▶ Work instruction: When you return the lines below, go from the first through the line with "filter:drop-shadow(0 0 2px", keep them exact, and leave out every picture.

▶ Stored data:
+++++
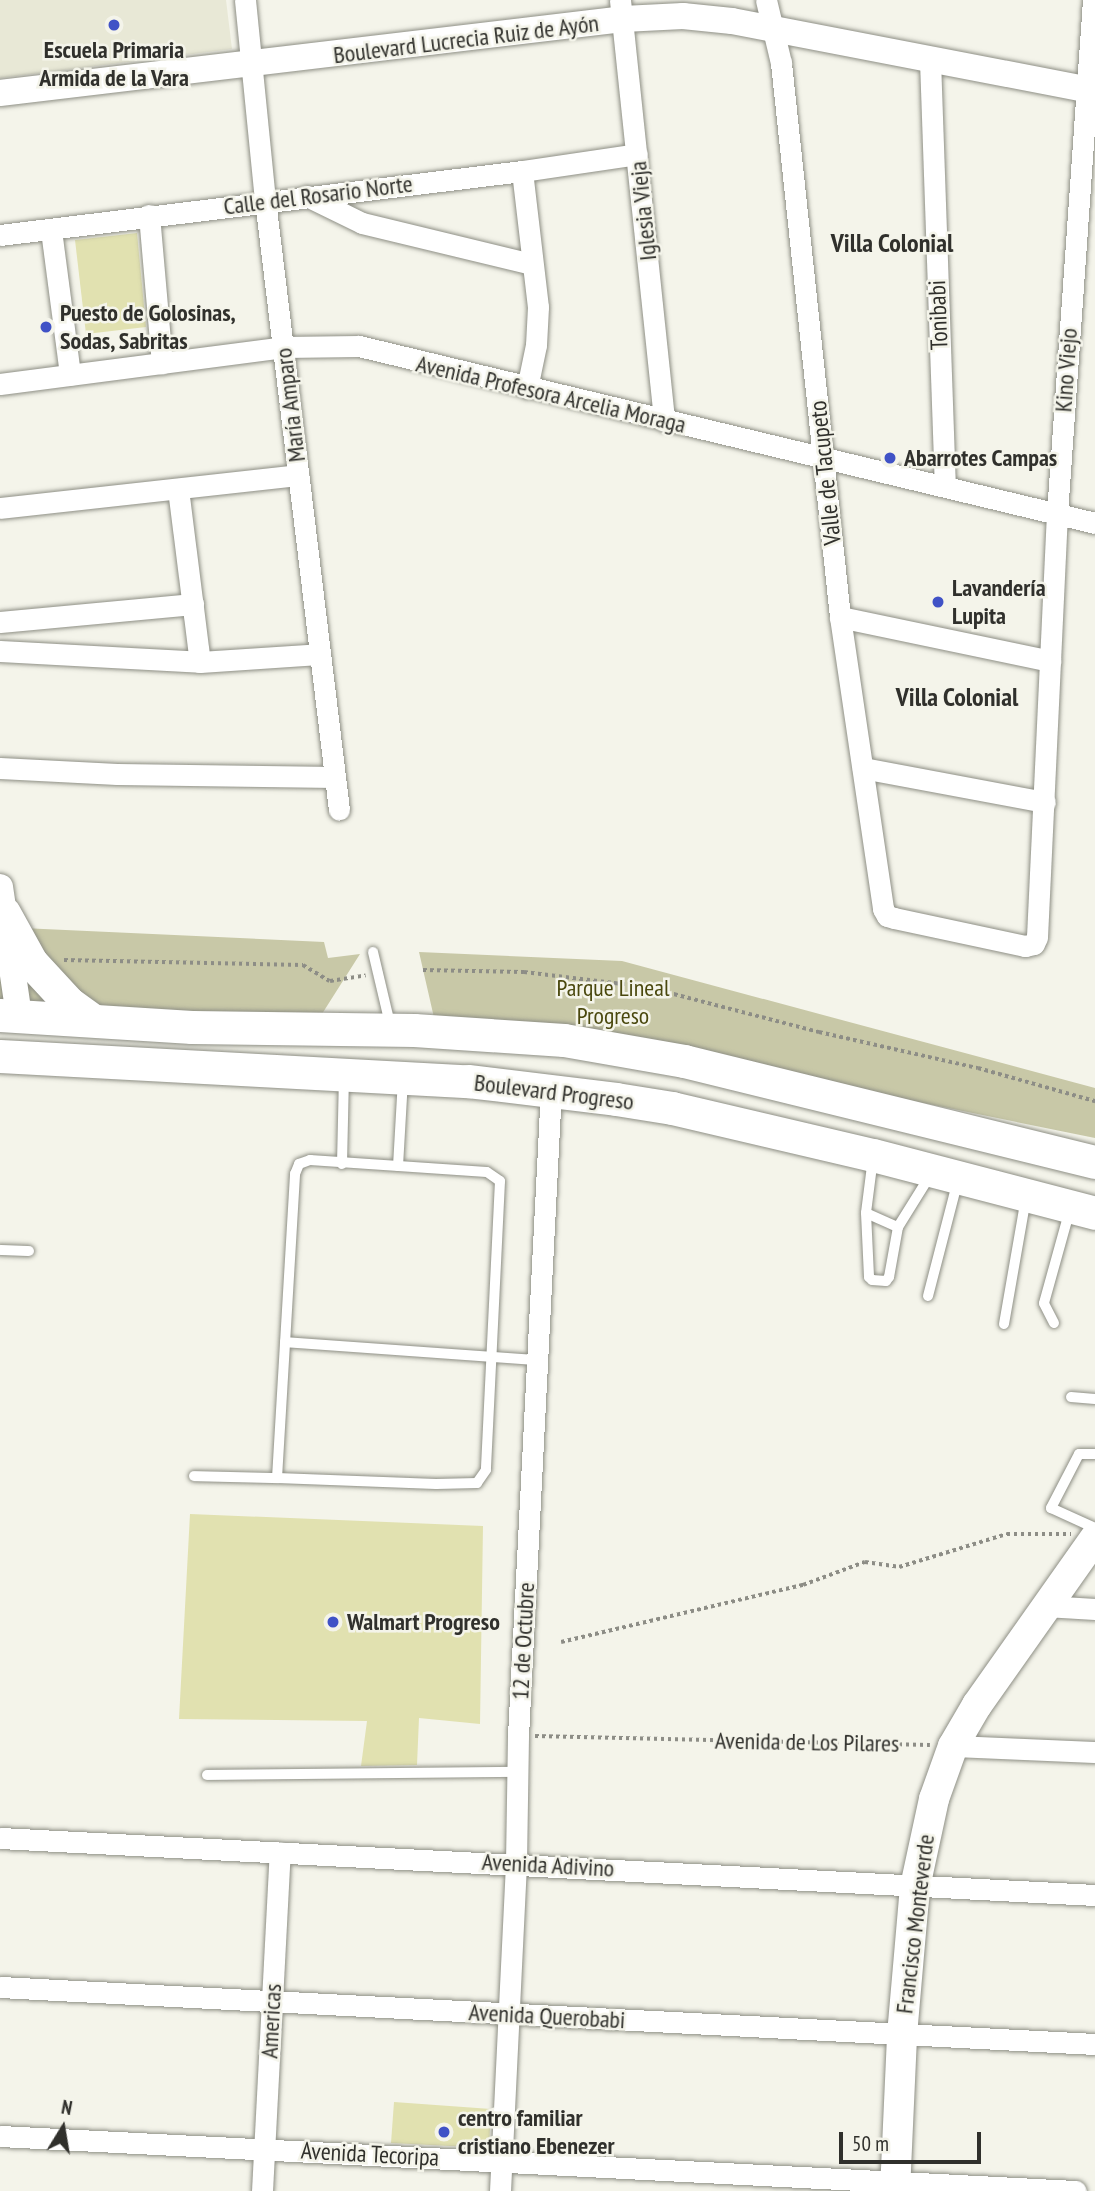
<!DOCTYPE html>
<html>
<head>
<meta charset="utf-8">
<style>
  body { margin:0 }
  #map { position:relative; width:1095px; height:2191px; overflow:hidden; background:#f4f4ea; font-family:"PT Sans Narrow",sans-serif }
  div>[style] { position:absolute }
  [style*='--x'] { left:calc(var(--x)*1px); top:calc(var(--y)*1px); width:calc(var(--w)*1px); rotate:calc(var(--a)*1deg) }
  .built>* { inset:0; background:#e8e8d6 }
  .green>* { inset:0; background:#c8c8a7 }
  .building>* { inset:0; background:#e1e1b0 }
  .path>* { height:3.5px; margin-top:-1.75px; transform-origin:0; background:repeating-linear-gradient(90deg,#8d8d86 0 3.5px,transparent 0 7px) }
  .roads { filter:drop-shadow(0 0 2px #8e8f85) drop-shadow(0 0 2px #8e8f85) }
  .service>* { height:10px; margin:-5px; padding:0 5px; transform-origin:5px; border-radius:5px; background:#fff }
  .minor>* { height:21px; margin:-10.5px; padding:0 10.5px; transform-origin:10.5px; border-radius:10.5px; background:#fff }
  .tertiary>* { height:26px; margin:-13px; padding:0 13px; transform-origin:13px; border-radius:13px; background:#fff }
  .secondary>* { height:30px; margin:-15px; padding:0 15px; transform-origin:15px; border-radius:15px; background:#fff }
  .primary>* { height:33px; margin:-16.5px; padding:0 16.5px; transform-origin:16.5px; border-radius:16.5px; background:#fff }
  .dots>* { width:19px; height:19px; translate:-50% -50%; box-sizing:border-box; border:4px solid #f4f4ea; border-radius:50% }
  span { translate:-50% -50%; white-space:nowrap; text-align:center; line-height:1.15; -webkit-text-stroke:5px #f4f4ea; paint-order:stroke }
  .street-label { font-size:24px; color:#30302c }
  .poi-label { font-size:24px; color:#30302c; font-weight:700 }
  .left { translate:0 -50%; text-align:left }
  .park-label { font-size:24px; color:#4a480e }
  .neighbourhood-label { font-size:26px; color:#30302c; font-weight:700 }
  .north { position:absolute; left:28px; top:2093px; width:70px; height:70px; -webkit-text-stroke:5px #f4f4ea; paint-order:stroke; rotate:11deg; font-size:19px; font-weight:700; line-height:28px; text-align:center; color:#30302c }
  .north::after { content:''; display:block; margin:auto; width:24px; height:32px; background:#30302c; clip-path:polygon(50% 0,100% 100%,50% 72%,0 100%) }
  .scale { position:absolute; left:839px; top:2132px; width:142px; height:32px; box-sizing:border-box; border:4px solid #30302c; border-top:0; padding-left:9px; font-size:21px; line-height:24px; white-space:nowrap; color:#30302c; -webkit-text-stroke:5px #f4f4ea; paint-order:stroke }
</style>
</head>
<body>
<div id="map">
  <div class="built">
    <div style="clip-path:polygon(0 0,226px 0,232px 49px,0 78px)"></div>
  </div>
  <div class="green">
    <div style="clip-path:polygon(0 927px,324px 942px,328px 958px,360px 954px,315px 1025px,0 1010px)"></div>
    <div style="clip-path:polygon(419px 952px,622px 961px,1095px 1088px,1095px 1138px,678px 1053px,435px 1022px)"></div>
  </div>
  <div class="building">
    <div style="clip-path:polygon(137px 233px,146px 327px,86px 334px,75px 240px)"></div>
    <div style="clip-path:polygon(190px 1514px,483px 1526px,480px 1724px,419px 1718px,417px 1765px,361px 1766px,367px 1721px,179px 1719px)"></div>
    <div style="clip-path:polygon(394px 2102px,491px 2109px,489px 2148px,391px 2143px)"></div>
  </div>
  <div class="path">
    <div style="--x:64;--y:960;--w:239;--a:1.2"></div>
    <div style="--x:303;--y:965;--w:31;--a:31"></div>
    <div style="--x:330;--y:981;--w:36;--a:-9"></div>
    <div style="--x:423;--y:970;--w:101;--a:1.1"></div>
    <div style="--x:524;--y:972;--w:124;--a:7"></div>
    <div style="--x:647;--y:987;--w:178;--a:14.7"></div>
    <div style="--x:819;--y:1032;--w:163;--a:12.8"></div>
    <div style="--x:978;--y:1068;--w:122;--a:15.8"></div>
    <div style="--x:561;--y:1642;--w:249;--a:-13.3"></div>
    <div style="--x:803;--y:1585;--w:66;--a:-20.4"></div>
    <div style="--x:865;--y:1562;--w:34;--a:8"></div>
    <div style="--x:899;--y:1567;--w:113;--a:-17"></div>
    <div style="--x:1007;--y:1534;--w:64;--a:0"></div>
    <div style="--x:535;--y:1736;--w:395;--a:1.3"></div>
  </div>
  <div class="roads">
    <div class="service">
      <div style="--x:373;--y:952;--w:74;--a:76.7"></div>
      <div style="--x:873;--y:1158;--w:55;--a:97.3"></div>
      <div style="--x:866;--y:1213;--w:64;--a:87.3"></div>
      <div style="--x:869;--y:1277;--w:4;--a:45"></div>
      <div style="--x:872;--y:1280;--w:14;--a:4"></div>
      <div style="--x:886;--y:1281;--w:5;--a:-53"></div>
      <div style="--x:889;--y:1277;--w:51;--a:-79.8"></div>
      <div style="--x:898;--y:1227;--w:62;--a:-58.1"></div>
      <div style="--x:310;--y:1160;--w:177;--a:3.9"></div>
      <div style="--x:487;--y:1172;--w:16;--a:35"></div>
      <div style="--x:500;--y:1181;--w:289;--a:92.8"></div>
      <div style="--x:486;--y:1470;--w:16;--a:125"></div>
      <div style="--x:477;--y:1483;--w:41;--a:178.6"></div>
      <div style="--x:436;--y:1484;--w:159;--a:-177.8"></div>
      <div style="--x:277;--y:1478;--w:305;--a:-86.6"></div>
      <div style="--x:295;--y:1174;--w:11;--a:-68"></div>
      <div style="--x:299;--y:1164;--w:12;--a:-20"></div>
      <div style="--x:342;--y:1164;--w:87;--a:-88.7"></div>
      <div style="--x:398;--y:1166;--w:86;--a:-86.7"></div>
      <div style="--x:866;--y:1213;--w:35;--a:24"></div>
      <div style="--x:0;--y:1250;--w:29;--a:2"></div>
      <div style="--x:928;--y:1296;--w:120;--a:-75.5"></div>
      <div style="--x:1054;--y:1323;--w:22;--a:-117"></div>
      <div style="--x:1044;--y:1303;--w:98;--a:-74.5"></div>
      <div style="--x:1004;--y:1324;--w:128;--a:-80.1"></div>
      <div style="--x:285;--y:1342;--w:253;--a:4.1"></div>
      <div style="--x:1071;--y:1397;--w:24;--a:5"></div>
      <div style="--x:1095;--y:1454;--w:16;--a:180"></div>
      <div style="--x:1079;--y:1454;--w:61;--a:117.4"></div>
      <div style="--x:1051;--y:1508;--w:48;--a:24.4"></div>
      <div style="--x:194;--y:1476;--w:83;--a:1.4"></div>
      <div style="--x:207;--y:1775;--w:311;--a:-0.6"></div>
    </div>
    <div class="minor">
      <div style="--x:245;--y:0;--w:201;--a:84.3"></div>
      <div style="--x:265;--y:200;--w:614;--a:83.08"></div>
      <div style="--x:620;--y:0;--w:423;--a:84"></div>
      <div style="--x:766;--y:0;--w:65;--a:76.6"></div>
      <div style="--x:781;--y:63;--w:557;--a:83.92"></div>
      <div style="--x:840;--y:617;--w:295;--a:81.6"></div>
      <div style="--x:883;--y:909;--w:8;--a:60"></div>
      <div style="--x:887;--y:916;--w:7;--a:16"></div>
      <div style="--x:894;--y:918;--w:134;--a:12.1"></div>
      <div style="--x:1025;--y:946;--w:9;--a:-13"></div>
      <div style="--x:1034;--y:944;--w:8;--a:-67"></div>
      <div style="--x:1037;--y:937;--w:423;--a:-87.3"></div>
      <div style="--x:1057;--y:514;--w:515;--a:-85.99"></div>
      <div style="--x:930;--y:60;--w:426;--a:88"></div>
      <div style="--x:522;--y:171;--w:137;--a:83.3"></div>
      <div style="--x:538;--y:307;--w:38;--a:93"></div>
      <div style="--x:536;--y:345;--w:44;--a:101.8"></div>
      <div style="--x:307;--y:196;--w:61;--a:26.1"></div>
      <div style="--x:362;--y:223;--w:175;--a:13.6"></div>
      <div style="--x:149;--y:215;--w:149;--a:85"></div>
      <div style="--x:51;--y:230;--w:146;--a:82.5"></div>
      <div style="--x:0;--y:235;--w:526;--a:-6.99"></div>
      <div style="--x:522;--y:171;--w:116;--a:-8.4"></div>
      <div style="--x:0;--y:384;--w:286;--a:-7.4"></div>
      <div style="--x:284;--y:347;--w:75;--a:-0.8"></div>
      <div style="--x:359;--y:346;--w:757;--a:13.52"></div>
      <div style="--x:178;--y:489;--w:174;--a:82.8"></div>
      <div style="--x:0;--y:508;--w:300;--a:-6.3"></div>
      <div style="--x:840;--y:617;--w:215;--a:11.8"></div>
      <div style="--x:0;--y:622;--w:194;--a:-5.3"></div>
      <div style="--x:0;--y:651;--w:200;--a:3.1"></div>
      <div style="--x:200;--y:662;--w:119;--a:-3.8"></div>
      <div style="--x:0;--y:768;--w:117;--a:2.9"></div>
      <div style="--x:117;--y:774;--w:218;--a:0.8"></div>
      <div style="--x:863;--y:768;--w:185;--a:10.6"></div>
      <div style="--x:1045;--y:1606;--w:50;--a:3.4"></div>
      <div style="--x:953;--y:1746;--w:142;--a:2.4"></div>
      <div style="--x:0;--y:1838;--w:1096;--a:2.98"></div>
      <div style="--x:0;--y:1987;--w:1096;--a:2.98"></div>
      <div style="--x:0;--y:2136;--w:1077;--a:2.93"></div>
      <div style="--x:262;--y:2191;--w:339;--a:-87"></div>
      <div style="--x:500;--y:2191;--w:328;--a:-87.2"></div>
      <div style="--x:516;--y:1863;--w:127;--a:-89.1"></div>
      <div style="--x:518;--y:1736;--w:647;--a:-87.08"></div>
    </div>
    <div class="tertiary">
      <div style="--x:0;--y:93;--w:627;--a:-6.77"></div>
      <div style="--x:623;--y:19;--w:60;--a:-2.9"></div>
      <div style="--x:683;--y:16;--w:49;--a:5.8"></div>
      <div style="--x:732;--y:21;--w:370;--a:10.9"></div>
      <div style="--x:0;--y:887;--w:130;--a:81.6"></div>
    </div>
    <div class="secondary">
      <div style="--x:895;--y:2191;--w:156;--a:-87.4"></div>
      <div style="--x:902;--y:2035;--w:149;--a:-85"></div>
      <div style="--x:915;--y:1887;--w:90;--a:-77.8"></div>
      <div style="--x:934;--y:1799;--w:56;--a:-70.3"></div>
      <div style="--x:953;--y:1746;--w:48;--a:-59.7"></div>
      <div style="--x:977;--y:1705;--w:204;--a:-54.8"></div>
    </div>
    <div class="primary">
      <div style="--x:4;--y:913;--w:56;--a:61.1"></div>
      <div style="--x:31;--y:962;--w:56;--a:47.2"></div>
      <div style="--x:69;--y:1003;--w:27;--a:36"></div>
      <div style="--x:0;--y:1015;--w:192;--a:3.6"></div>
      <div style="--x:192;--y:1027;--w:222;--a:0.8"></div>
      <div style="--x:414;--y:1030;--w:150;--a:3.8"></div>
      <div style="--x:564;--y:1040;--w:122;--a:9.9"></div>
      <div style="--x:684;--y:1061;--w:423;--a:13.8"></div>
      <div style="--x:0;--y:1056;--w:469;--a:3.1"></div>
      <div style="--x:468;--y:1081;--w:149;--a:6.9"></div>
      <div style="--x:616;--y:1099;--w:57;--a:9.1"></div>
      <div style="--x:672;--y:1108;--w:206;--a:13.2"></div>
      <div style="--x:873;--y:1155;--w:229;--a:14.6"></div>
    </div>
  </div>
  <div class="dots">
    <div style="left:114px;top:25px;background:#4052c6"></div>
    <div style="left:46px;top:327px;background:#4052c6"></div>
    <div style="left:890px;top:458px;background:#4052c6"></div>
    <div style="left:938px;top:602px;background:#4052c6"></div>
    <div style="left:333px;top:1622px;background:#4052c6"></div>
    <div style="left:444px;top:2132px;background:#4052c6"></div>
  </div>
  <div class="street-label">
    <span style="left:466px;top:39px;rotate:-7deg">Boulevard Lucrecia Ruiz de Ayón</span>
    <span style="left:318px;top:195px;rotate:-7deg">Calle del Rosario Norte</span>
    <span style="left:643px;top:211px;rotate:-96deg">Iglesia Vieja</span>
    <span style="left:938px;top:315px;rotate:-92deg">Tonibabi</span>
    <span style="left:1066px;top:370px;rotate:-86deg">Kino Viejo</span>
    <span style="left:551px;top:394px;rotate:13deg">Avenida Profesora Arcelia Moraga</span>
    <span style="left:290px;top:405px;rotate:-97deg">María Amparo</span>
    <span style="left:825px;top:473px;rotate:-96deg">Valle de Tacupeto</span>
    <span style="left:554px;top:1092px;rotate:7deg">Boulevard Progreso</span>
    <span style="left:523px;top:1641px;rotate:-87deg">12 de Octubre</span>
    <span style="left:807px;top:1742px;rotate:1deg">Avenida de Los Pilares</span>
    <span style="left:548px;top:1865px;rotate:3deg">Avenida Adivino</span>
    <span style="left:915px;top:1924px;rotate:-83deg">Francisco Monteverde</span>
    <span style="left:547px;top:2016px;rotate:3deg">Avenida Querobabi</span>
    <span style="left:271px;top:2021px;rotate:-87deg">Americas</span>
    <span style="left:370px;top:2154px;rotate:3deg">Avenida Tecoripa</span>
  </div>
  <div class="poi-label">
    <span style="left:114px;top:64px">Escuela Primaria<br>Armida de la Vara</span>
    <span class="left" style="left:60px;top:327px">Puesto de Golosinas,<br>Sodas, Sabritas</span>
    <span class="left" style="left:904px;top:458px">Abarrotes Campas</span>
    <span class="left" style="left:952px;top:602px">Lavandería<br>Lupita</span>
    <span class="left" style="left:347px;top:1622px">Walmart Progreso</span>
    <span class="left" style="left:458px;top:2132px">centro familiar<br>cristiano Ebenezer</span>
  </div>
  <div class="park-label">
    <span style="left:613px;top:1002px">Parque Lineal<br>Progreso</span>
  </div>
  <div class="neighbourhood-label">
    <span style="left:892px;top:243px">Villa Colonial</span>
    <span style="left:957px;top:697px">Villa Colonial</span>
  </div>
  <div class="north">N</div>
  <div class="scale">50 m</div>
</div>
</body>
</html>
+++++
▶ Task answer:
<!DOCTYPE html>
<html>
<head>
<meta charset="utf-8">
<style>
  body { margin:0 }
  #map { position:relative; width:1095px; height:2191px; overflow:hidden; background:#f4f4ea; font-family:"PT Sans Narrow",sans-serif }
  div>[style] { position:absolute }
  [style*='--x'] { left:calc(var(--x)*1px); top:calc(var(--y)*1px); width:calc(var(--w)*1px); rotate:calc(var(--a)*1deg) }
  .built>* { inset:0; background:#e8e8d6 }
  .green>* { inset:0; background:#c8c8a7 }
  .building>* { inset:0; background:#e1e1b0 }
  .path>* { height:3.5px; margin-top:-1.75px; transform-origin:0; background:repeating-linear-gradient(90deg,#8d8d86 0 3.5px,transparent 0 7px) }
  .roads { filter:drop-shadow(0 0 2px #8e8f85) drop-shadow(0 0 2px #8e8f85) }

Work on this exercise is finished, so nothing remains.